The Society for Music Analysis appoints officers to look after the Society’s administration and finances, and to lead on matters of Equality and Diversity. The Society’s official documents, including its Equality and Diversity Mission statement, can be read here. Profiles of Society officers are given below.

Equality and Diversity Officer: Anne Hyland

Email: anne.hyland@manchester.ac.uk

Anne Hyland is Lecturer in Music Analysis at the University of Manchester and Critical Forum Editor for Music Analysis. She completed her PhD at King’s College, University of Cambridge in 2010, and subsequently held lecturing appointments at Trinity College, Dublin (2011–12) and Royal Holloway, University of London (2012–14). Her research interests range across the analysis, reception history, and editing of Schubert’s instrumental music; the history and theory of form (especially sonata and variation forms); musical temporality; the Viennese string quartet, and intersections between music historiography and analysis. She has published in Music Analysis (2009 – awarded the journal’s 25th Anniversary Prize), Music Theory Spectrum (2016), Rethinking Schubert (OUP, 2016), Schubert’s Late Music: History, Theory Style (CUP, 2016), and The String Quartet: from the Private to the Public Sphere (Brepols, 2016). She is the recipient of a British Academy/Leverhulme Trust Research Grant for a project investigating the performance and publication of string quartets in the first three decades of the nineteenth century in Vienna, and she is currently writing a monograph on Schubert’s String Quartets for Cambridge University Press.

Widening Participation & Outreach Officer: James Olsen 

Email: jgo21@cam.ac.uk

James is College Teaching Associate in music at St Catharine’s College, Cambridge. He completed his PhD at Royal Holloway, University of London, where he was supervised by Professor Nicholas Cook. His research interests include the theory and analysis of music from the eighteenth century to the present, the application of philosophical hermeneutics to music, critical theory, and music education. He is also a composer, and his works have been performed by, amongst others, the London Symphony Orchestra, the London Sinfonietta, the Philharmonia Orchestra and Deutsches Symphonie-Orchester Berlin. Three commercial recordings of his music have been released. He has a strong interest in music education, and is the founder of Olsen Verlag, a social enterprise whose purpose is to bring Western art music to wider audiences.
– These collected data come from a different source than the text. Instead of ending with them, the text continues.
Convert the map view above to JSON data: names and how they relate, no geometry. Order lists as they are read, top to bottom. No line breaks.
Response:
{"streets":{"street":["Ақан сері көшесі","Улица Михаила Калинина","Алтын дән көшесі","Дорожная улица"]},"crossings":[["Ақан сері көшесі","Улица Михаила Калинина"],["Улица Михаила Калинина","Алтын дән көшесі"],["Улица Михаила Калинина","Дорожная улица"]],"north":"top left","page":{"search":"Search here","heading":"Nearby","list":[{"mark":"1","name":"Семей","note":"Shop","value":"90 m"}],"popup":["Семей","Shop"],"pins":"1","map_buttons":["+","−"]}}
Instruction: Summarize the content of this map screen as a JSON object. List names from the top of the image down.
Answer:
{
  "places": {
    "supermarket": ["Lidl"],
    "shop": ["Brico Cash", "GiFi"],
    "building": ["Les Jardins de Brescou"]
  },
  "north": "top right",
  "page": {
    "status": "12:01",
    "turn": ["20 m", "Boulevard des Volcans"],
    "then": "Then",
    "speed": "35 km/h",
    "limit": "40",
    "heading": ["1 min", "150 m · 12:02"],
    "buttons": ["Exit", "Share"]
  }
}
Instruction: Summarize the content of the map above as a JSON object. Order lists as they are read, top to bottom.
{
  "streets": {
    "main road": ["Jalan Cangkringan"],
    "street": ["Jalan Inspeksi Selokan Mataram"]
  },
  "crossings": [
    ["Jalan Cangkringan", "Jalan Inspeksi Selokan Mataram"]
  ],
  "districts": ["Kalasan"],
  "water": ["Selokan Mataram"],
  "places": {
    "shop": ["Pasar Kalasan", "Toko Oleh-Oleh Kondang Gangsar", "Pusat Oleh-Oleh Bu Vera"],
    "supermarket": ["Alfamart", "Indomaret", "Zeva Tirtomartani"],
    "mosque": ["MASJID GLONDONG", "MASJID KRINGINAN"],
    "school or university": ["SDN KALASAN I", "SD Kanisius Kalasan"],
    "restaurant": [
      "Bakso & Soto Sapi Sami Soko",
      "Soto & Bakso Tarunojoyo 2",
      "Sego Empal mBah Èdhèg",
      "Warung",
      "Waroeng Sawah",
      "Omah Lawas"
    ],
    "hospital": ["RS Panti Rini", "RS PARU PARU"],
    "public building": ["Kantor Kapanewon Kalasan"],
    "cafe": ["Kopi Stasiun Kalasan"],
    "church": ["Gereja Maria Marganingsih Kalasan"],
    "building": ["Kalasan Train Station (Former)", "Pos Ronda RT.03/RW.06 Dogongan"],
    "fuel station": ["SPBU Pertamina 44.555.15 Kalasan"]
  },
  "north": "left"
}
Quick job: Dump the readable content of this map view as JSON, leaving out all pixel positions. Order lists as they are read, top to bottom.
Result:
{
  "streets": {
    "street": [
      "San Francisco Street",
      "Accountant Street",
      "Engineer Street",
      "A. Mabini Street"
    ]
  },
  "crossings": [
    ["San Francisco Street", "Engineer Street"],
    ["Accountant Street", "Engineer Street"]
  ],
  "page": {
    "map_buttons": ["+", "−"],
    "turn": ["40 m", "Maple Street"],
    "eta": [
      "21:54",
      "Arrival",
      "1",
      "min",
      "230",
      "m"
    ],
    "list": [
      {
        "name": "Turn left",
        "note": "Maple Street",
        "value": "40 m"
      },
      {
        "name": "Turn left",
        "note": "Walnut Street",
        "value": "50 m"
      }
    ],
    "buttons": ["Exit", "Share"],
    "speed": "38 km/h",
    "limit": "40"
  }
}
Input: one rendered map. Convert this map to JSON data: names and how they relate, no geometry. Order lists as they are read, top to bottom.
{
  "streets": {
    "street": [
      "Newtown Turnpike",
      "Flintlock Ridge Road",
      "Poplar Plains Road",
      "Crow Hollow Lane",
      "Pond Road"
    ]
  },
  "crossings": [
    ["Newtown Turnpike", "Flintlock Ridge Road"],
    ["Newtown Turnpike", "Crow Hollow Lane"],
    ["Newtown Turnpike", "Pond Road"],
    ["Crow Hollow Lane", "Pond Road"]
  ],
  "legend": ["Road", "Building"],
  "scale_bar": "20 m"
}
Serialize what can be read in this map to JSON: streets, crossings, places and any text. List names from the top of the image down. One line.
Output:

Executive Officer: Ross Edwards

Email: exec@sma.ac.uk

Ross is currently reading for a PhD in music theory and analysis at the University of Liverpool under the supervision of Dr Kenneth Smith and Professor Michael Spitzer. His thesis, Modulation in a New Key: Towards a Generalised Theory of Post-Tonal Modulation, attempts to carve out a new formula for post-tonal modulation, focussing in particular on a dynamic repertoire of early-twentieth-century, post-Wagnerian works that problematise the conceptual boundary between tonality and so-called atonalityCalling upon music theory, contemporary analysis, and philosophy, this research centres on a model of tonal motion and meaning that attempts to tie together several music-theoretical threads (running from neo-Riemannian Funktionstheorie and broader Energeticist conceptions of harmonic form), and sit them within the context of the musical landscapes of the twentieth century. His interests therefore concern the historico-philosophical narratives surrounding tonality and modernism, and the literature’s more pervasive metaphors regarding tonal space, musical forces, and structural hearing.

During his time as an undergraduate (2012), Masters student (2013), and currently a third-year doctoral candidate (2015-16)—Ross has lectured in music analysis, theory, aesthetics, and philosophy, served as a student representative on several boards and committees, and assisted in the publication of several scholarly books.

Ross oversees the financial affairs of the society.

Administrator: James Savage-Hanford

Email: administrator@sma.ac.uk

James was awarded his PhD from Royal Holloway, University of London (where he was the recipient of a fully-funded IMR-Reid Scholarship), in 2020, with a thesis on George Enescu’s late chamber works. His current research focuses on modernist aesthetics and national identity (particularly in the context of Polish and Romanian twentieth-century repertoire), as well as on questions relating to embodiment and the phenomenology of listening. His debut article, on aesthetic enchantment in Enescu, is forthcoming in the Journal of the Royal Musical Association, and he is also the founder and co-curator of the Polish Music Since 1900 Research Network. He has taught numerous modules in music history, analysis, and musicianship at Royal Holloway and at the University of Oxford.
Away from academia, James is also a professional tenor, and has worked with ensembles and companies such as the BBC Singers, Academy of Ancient Music, Opera Holland Park, Grange Park Opera, and the Estonian National Symphony Orchestra. James oversees the administration of the society.